Euxtronomy (Euxton Astronomy) launched last year, holding monthly meetings at either Euxton Community Centre or The Insty.
During the summer months when it is too light to observe the sky, the group hosts presentations, where members learn more about certain topics of astronomy.
Steve Berry, chairman and co-founder, has been an enthusiast for years and is delighted to have finally formed a club.
He said: “I was really surprised at the number of people who have joined - we have around 30 regular members attending. It was a great year last year - as we had the solar and lunar eclipses and a meteor shower, so there was lots of things happening.
“I like looking at comets. I had never seen any until last year with Comet Lovejoy, which had come into the solar system and then returned 100 years later. “It was amazing. It was also great seeing Jupiter and Saturn close up. As we set telescopes up at places like Rivington, people always ask us what we are looking at.”
It was a great year last year - as we had the solar and lunar eclipses and a meteor shower, so there was lots of things happeningSteve Berry
With a mix of beginners and experienced astronomers, the group hosts presentations on a number of subjects.
Amanda Cross, secretary of Euxtronomy, said; “We have enjoyed talks on how to set up a telescope, astrophotography, meteorites, how to photograph the moon and many other topics, but we also plan observing nights during the darker months. We have been to Rivington, Todmorden and local places to view special events like the lunar eclipse, planetary conjunctions and meteor showers.

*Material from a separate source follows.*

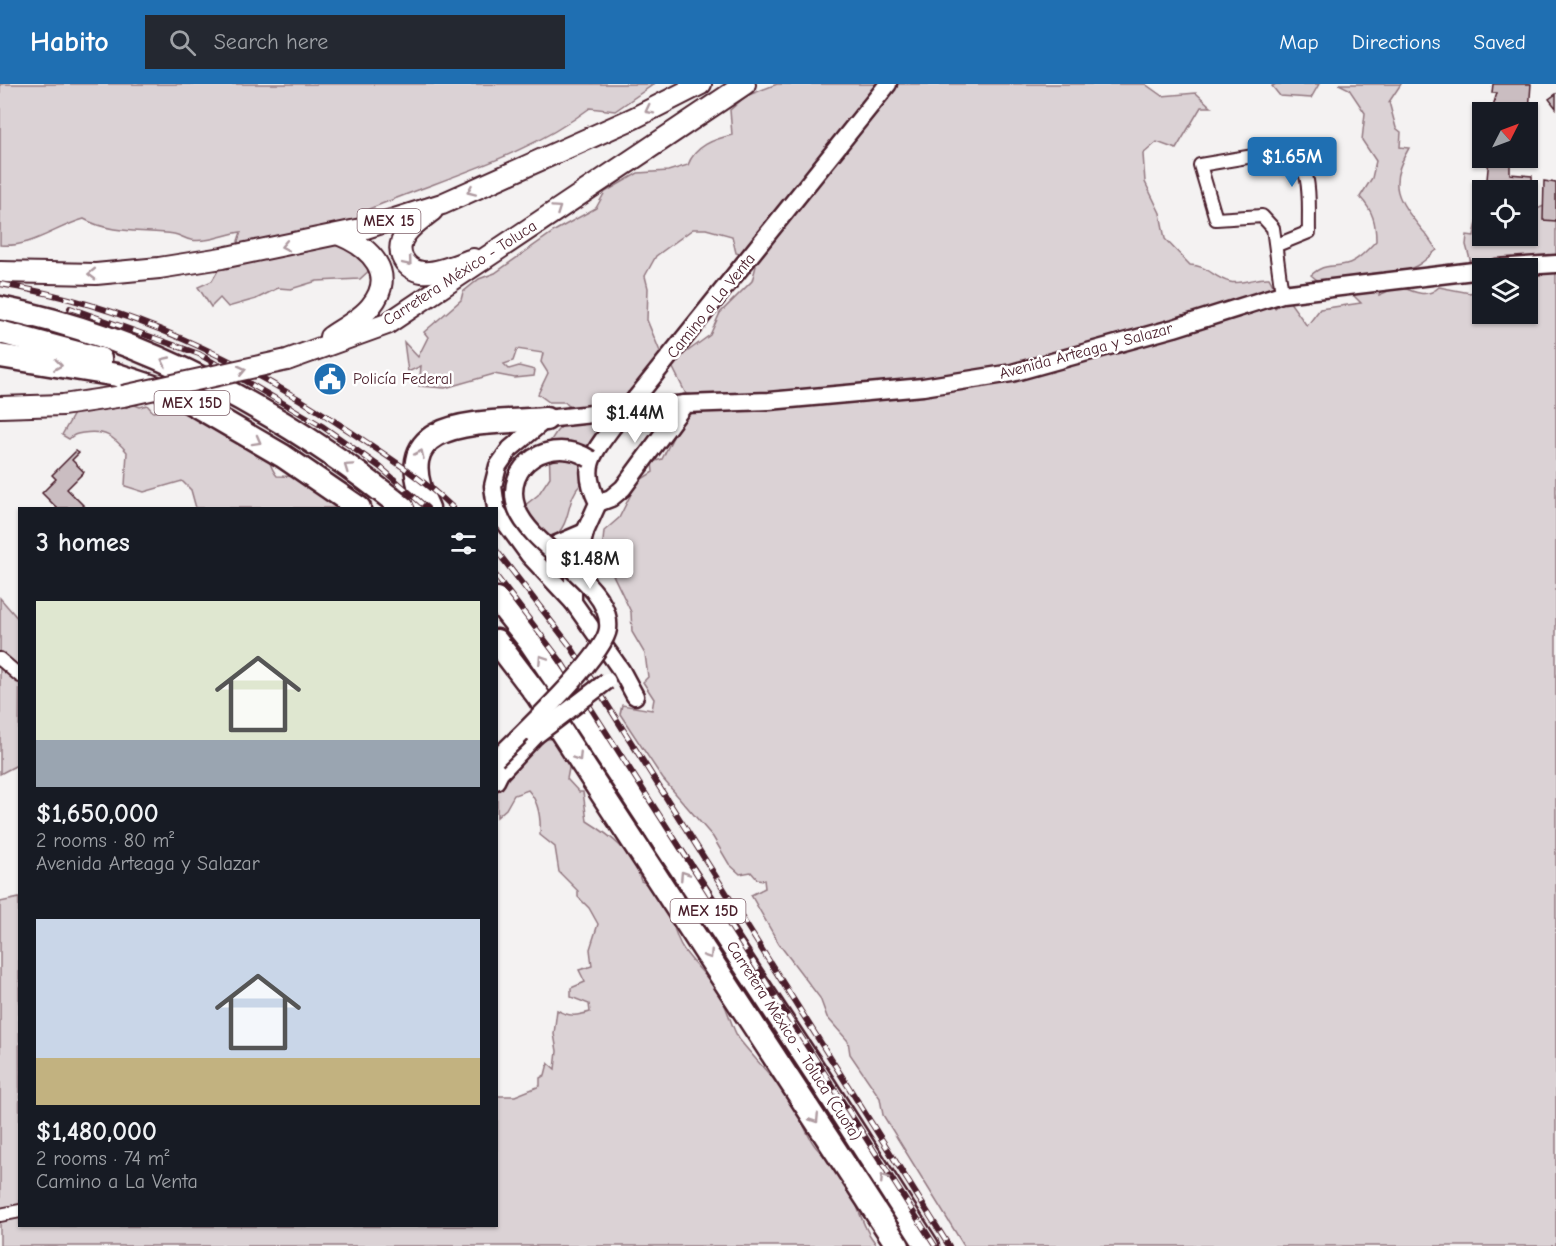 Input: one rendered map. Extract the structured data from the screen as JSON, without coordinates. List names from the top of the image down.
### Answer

“We also have a group project to build our very own All-Sky Camera from scratch and locate it within Euxton to monitor the sky constantly for meteorites and things of interest.
“Recently we have held a community observing night at Silvesters Farm, looking at the planet Jupiter and also a night at the Traveller’s Rest looking through our telescopes.”

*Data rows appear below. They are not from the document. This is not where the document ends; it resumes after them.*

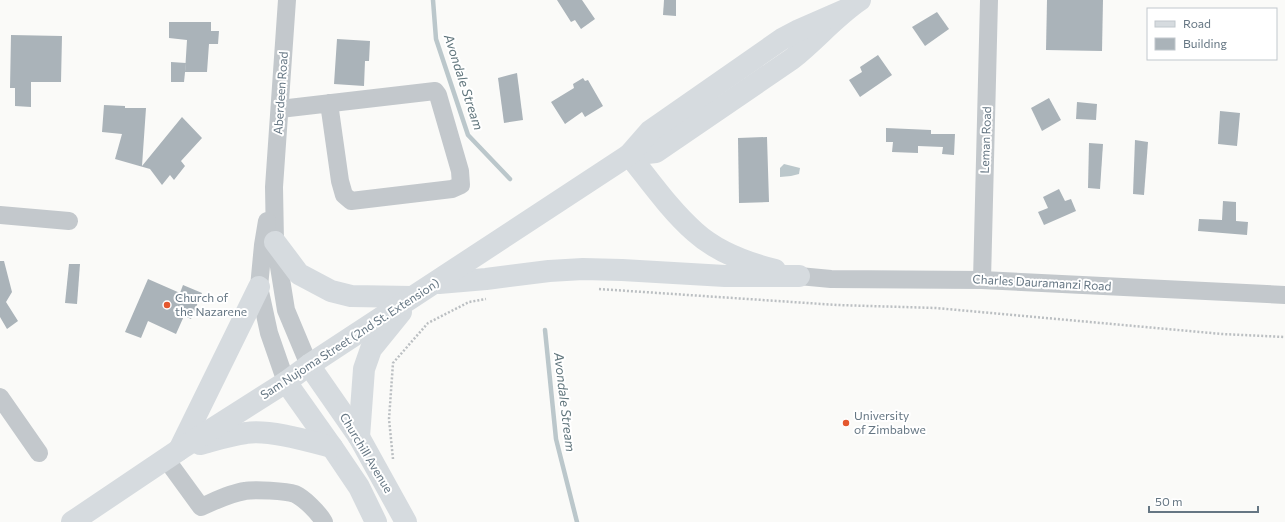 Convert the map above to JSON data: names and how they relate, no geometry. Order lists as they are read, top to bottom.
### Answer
{
  "streets": {
    "main road": ["Sam Nujoma Street (2nd St. Extension)", "Churchill Avenue"],
    "street": ["Aberdeen Road", "Leman Road", "Charles Dauramanzi Road"]
  },
  "crossings": [
    ["Aberdeen Road", "Sam Nujoma Street (2nd St. Extension)"],
    ["Aberdeen Road", "Churchill Avenue"],
    ["Leman Road", "Charles Dauramanzi Road"],
    ["Sam Nujoma Street (2nd St. Extension)", "Churchill Avenue"]
  ],
  "water": ["Avondale Stream"],
  "places": ["Church of the Nazarene", "University of Zimbabwe"],
  "legend": ["Road", "Building"],
  "scale_bar": "50 m"
} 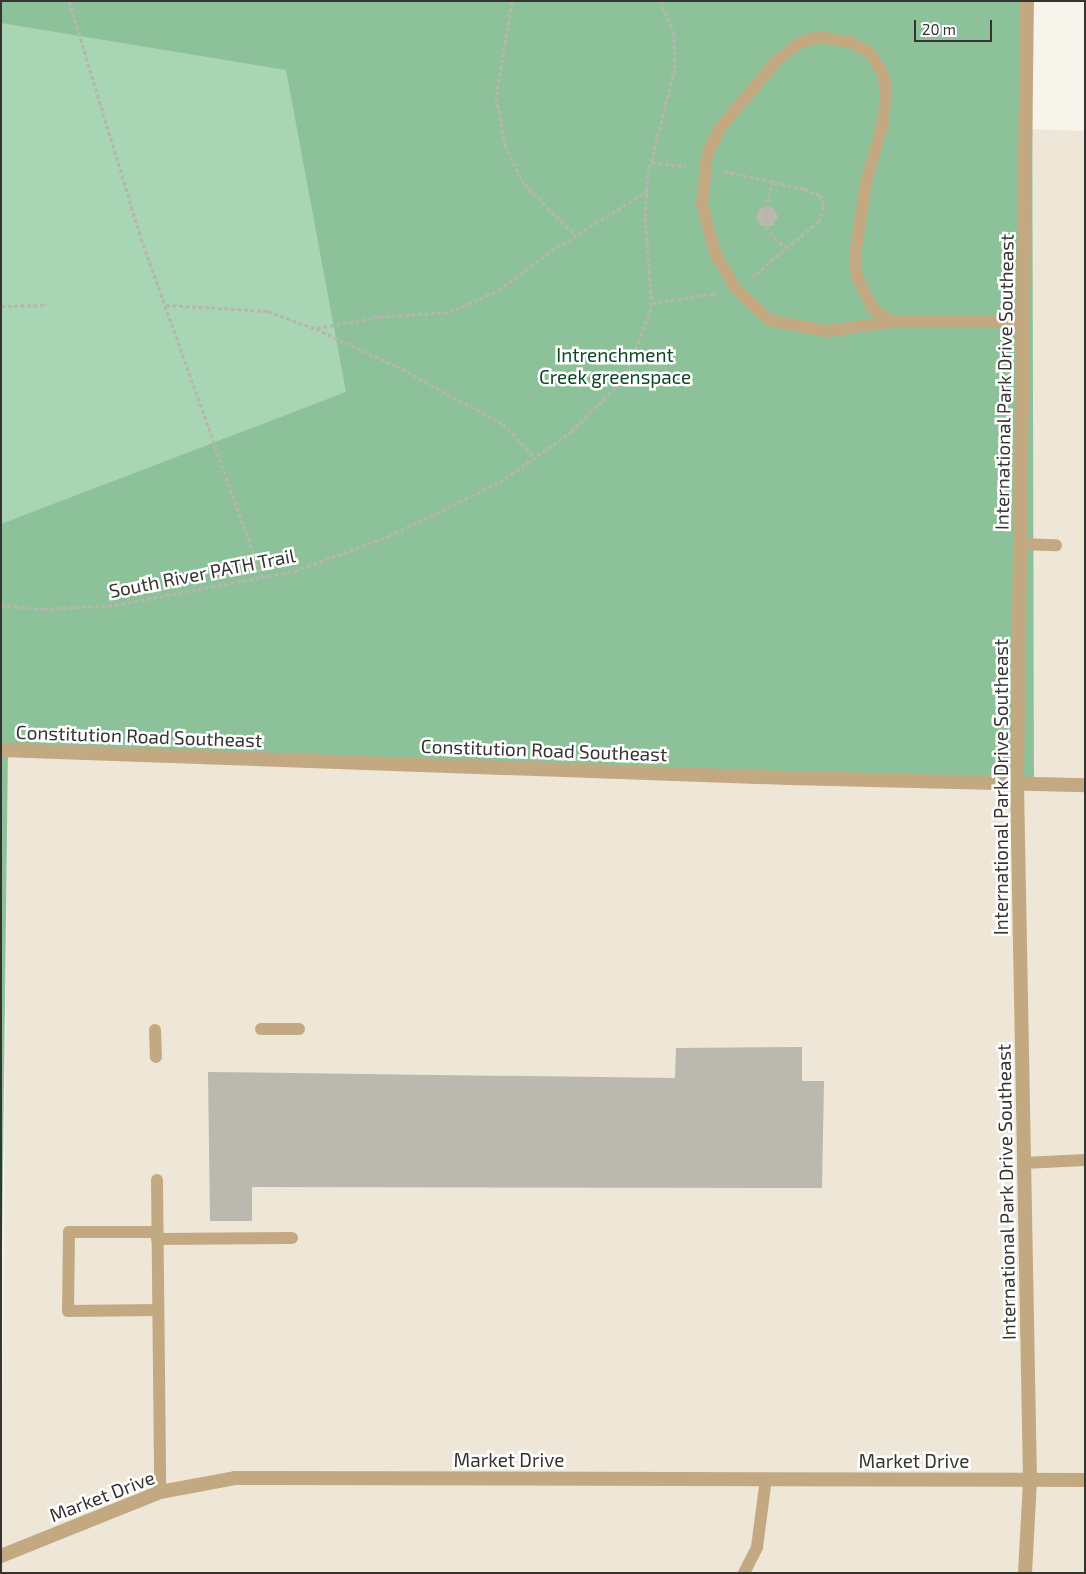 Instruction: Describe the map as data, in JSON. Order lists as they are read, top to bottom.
{
  "streets": {
    "street": ["International Park Drive Southeast", "Constitution Road Southeast", "Market Drive"],
    "path": ["South River PATH Trail"]
  },
  "crossings": [
    ["International Park Drive Southeast", "Constitution Road Southeast"],
    ["International Park Drive Southeast", "Market Drive"]
  ],
  "parks": ["Intrenchment Creek greenspace"],
  "scale_bar": "20 m"
}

The group now has ambitious plans to build a large astronomy centre in Euxton, which will house research and create a great space for observation.

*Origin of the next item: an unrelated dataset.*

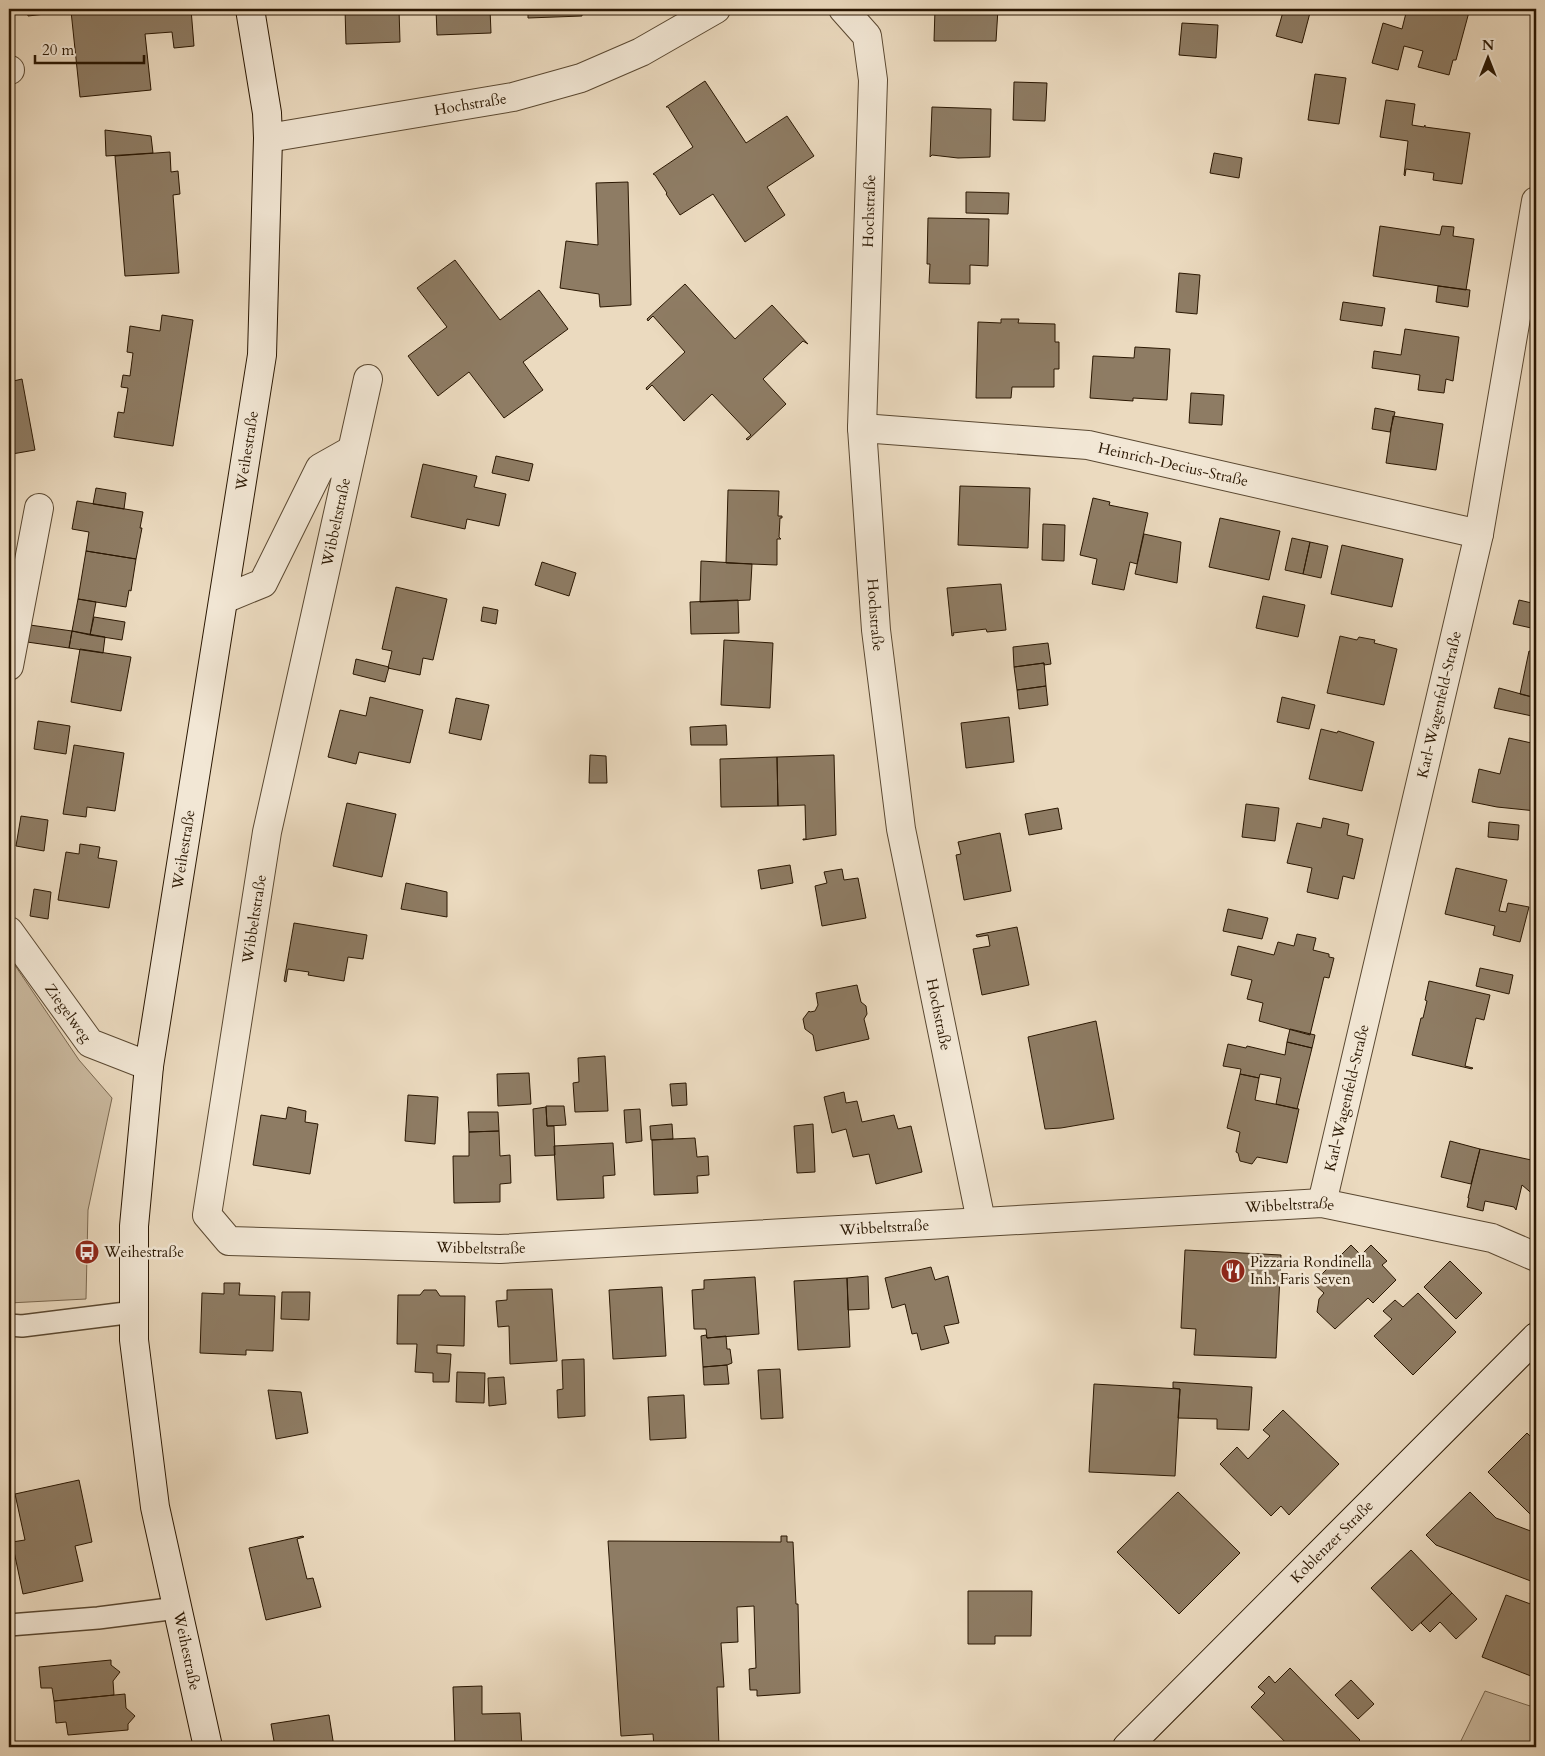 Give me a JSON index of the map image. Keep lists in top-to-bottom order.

Steve added: “Our plan is to build a place where the community can go and we can do scientific research. It will be used by astronomers. This is a long term project. We will take another year recruiting and building a base for ourselves and then we will be looking for a bit of land in Euxton.”
Members are also very active in the community, as they love to share their findings.
Amanda said: “We also hold school workshops and a team of us visit schools with telescopes, activities and an inflatable solar system and we love to see the enthusiasm of the children when they are learning about astronomy.
“So far we have spent a week at Primrose Hill Primary School as part of their science week, visited Parklands High School for the Mercury Transit across the Sun and recently visited St Gregory’s School in Chorley.
“We are a really busy, active group within the community and we love to share our enthusiasm for the night sky.
“Members have even been on the radio doing interviews and we visit Chorley FM monthly to talk about the events we are doing. We love the opportunity to speak about astronomy and the events we are planning for people to come along to.”
And even a cloudy sky can’t deter the group as they enjoy meals out and pub quizzes.
They recently held an 80s fund-raising event at the Insty, to help save up for their astronomy centre.
The group is looking forward to its next meeting, as local astronomer Robert Ince will give an introduction to astronomy talk at Euxton Community Centre, on June 9.
Amanda added: “We welcome anyone interested to come and join us at any of our events, from complete beginners to astronomy to more experienced astronomers. “It’s great to get together, meet new people and make friends. We have lots of exciting things in the pipeline for Euxtronomy and we would love people to come along and get involved in our events.”